TASK INPUT: Begin
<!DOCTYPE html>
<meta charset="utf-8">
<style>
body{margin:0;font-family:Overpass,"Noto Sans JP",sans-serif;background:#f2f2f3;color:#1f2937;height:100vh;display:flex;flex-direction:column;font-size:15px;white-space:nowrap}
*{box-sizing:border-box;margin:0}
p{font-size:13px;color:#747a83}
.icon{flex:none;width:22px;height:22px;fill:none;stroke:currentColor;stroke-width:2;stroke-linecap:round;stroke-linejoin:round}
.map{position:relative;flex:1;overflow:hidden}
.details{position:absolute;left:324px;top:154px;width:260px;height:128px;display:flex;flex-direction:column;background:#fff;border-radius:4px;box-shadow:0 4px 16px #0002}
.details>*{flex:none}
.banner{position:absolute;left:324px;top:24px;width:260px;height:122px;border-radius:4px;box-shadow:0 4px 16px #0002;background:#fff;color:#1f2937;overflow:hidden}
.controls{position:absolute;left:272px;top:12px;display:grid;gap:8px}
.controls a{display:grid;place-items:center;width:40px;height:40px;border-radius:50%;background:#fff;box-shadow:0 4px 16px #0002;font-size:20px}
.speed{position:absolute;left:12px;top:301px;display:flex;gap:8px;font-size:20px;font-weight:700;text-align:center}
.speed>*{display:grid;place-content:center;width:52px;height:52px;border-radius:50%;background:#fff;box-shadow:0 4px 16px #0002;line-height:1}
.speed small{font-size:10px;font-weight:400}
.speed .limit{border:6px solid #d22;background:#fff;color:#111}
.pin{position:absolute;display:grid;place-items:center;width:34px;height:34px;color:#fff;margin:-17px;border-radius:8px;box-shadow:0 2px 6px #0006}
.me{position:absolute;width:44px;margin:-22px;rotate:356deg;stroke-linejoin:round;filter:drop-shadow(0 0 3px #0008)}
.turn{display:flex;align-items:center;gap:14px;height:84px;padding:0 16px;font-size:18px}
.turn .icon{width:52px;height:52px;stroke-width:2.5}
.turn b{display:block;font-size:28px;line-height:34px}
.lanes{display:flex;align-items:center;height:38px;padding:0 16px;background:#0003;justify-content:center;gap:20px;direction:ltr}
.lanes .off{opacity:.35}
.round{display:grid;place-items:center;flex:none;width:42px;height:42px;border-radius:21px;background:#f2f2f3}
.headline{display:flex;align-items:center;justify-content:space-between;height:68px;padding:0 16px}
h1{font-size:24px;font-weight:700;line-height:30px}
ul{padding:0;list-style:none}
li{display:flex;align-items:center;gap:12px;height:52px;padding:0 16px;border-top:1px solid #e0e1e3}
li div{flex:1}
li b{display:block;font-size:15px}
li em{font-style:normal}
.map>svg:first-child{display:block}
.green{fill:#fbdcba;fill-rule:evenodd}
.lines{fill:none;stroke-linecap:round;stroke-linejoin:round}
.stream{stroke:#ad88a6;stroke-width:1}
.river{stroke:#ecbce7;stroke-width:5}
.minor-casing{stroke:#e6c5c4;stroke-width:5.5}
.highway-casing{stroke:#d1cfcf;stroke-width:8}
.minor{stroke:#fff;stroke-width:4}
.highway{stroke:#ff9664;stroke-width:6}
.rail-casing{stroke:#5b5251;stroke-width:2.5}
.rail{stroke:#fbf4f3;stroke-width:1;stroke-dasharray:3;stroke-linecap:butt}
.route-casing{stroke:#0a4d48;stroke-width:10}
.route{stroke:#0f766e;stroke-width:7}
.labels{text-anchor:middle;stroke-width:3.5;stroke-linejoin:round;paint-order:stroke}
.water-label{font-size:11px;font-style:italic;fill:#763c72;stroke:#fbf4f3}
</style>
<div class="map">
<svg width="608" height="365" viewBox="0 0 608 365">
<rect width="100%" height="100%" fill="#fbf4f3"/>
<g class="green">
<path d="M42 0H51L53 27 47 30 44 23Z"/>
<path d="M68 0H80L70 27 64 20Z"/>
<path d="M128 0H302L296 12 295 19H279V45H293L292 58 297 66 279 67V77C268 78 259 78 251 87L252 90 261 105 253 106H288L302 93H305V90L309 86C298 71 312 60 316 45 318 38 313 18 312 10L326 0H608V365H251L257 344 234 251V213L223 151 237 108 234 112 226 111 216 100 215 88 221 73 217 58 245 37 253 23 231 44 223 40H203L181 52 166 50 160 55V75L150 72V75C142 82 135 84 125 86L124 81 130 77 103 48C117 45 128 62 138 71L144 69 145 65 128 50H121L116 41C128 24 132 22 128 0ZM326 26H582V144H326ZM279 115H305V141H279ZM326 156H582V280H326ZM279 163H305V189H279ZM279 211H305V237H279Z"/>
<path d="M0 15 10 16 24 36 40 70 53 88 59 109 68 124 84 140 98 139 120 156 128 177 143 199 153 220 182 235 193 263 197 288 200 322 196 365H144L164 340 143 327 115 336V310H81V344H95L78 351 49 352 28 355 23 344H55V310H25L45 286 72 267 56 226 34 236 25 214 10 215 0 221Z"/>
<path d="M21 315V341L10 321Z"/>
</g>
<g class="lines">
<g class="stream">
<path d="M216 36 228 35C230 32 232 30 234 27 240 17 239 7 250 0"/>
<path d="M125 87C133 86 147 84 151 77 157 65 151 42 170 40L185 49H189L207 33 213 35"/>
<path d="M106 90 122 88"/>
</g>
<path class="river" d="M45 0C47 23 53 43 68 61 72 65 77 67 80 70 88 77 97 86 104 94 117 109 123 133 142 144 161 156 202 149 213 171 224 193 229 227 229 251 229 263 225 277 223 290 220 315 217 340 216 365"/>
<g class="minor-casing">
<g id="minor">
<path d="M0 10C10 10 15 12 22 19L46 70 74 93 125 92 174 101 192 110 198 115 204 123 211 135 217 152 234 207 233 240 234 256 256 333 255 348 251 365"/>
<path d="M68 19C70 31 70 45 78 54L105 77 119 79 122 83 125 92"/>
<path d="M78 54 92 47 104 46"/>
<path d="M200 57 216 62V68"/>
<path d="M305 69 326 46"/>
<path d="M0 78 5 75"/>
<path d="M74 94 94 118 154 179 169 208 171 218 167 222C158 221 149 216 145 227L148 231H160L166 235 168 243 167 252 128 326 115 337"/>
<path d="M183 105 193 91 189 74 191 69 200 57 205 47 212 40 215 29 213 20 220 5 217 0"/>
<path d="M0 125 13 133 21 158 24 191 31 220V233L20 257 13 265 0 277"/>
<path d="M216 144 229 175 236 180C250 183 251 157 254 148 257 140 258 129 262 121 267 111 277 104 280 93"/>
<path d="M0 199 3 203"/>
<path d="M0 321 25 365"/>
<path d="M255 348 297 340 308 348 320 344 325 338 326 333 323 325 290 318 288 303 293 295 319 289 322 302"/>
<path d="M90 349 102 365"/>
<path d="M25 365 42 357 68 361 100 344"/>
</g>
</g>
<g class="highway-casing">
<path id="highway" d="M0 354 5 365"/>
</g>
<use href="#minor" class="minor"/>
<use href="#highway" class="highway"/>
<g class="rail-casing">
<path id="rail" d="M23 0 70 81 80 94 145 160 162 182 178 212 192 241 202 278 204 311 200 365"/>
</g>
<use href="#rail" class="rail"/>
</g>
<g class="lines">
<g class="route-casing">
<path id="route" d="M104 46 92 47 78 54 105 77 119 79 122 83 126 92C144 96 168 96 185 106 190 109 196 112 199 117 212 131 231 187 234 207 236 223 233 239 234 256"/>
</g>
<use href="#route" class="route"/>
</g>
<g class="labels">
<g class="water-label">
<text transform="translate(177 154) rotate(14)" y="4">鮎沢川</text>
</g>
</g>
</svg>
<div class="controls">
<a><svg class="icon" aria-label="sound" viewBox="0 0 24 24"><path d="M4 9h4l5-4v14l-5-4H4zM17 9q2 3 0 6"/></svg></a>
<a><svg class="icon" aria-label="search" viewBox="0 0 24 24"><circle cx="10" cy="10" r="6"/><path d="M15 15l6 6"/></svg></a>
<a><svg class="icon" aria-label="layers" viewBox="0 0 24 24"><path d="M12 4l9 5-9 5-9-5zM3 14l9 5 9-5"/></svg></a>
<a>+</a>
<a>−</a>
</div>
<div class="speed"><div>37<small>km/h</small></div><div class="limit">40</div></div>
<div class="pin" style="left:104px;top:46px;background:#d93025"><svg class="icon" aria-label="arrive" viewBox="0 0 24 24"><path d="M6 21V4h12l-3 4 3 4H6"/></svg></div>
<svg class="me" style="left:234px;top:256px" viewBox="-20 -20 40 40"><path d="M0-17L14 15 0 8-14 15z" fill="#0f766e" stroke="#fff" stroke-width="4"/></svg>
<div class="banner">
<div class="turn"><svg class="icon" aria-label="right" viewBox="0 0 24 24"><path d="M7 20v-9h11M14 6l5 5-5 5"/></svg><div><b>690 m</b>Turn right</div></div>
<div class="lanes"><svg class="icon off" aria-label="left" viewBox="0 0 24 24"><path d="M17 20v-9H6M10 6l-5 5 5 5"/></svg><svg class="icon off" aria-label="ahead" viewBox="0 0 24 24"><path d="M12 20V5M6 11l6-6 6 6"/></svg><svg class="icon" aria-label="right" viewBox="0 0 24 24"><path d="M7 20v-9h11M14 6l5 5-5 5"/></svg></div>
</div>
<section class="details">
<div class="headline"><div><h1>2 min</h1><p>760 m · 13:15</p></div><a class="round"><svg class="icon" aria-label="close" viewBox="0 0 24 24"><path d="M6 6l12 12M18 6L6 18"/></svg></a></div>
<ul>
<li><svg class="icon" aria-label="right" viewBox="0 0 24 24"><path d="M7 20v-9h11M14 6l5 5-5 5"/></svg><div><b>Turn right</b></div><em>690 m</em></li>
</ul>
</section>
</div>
TASK INPUT: End
**REQUIREMENT:** Tally every line above that has the word "solid", and report the total with no other words.

**COMPLETED EXERCISE:** 2